Furthermore we have had fathers of our flesh which corrected us, and we gave them reverence: shall we not much rather be in subjection unto the Father of spirits, and live?

For they verily for a few days chastened us after their own pleasure; but he for our profit, that we might be partakers of his holiness.

Now no chastening for the present seemeth to be joyous, but grievous: nevertheless afterward it yieldeth the peaceable fruit of righteousness unto them which are exercised thereby.”

Why do we have so many people in our prisons today? Maybe because they didn’t receive any punishment as a child. Maybe they didn’t receive the needed corrections as a child when they should have received them, so years later the government is left with that task.

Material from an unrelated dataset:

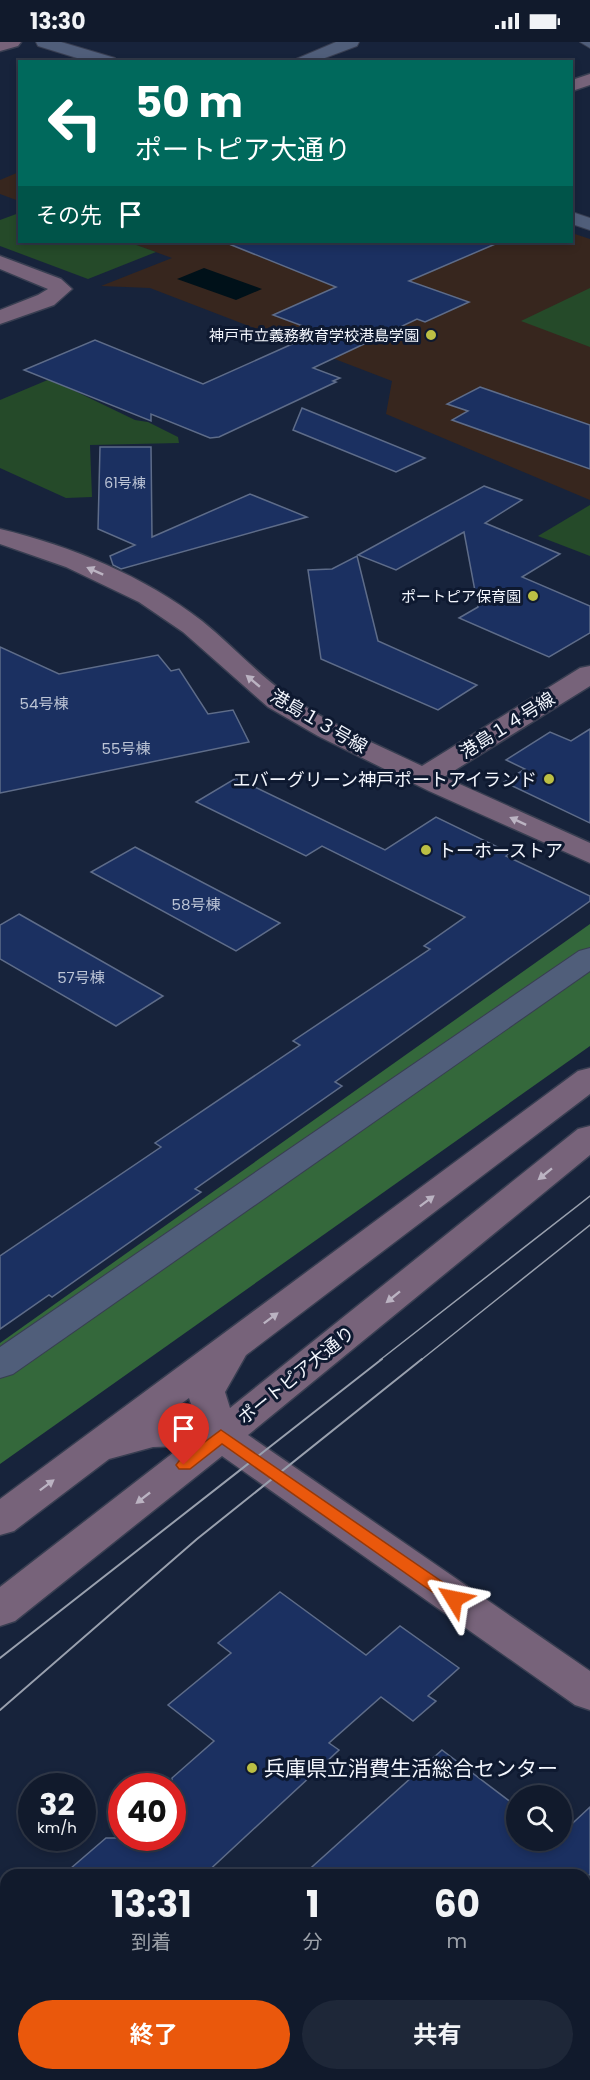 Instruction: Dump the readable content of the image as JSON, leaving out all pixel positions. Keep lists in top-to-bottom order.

This disciplinary action is done in order to bring a change to an individual’s life.

Correction is a part of life, and it is an important part in the life of a Christian as well. When we sin, we need to be made aware that what we have done is wrong, and that it is not the way of Christ. In fact, the apostle Paul wrote that this is why the Law had been created. It was created to show people their sins, and their need to change.

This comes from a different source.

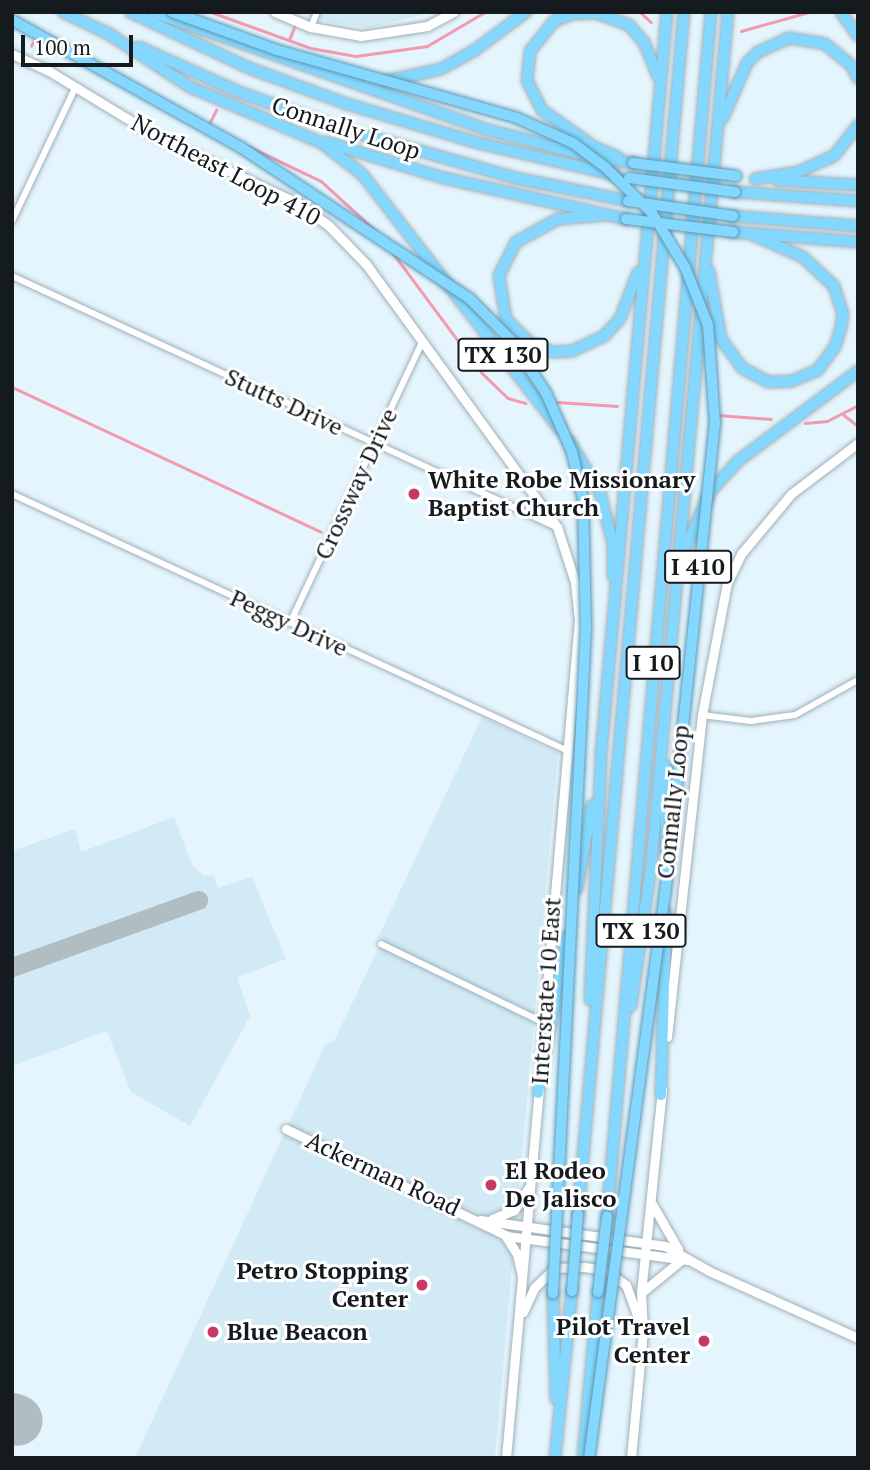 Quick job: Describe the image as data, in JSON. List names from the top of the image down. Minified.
{"streets":{"highway":["Connally Loop","TX 130","I 410","I 10"],"main road":["Northeast Loop 410","Interstate 10 East","Ackerman Road"],"street":["Stutts Drive","Crossway Drive","Peggy Drive"]},"crossings":[["Connally Loop","TX 130"],["Northeast Loop 410","Stutts Drive"],["Northeast Loop 410","Crossway Drive"],["Northeast Loop 410","Interstate 10 East"],["TX 130","I 10"],["Stutts Drive","Crossway Drive"],["Stutts Drive","Interstate 10 East"],["Crossway Drive","Peggy Drive"],["Peggy Drive","Interstate 10 East"],["Interstate 10 East","Ackerman Road"]],"places":["White Robe Missionary Baptist Church","El Rodeo De Jalisco","Petro Stopping Center","Blue Beacon","Pilot Travel Center"],"scale_bar":"100 m"}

Romans 7:7-9  “What shall we say then? Is the law sin? God forbid. Nay, I had not known sin, but by the law: for I had not known lust, except the law had said, Thou shalt not covet.

But sin, taking occasion by the commandment, wrought in me all manner of concupiscence. For without the law sin was dead.

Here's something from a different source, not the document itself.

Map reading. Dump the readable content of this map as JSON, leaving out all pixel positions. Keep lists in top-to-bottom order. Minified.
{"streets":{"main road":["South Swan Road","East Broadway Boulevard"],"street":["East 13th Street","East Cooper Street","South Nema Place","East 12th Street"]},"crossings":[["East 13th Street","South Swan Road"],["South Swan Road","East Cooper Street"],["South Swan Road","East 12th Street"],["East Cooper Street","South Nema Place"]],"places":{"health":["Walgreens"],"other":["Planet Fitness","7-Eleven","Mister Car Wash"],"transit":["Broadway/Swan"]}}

For I was alive without the law once: but when the commandment came, sin revived, and I died.”

It was the Law that brought down punishments onto people in order for them to recognize their faults. And in the New Testament as well, we have the great commandment from Christ to love one another. This should be an obvious conclusion for everyone, but sadly many people ignore this direct command of the Lord. It is these people who need to hear the words of John the Baptist,

Luke 3:8-9  “Bring forth therefore fruits worthy of repentance, and begin not to say within yourselves, We have Abraham to our father: for I say unto you, That God is able of these stones to raise up children unto Abraham.

And now also the axe is laid unto the root of the trees: every tree therefore which bringeth not forth good fruit is hewn down, and cast into the fire.”

Hell is no myth, as some would like to believe, but it is a very real place. It is a place reserved for those who do not heed the chastening of the Lord, but instead rebel against it. Once again, it is through chastisement that we learn and understand right from wrong. Of course it isn’t pleasant to be punished or corrected, but it is needed to avoid a further, more damnable consequence. 

So I write to you: if you sin, hear the commands of the Lord, and listen to it. Jesus loves you, and He wants you to be with Him in Heaven. Receive the instruction of the Lord, apply it completely to your life, and spare yourself from the fires of hell.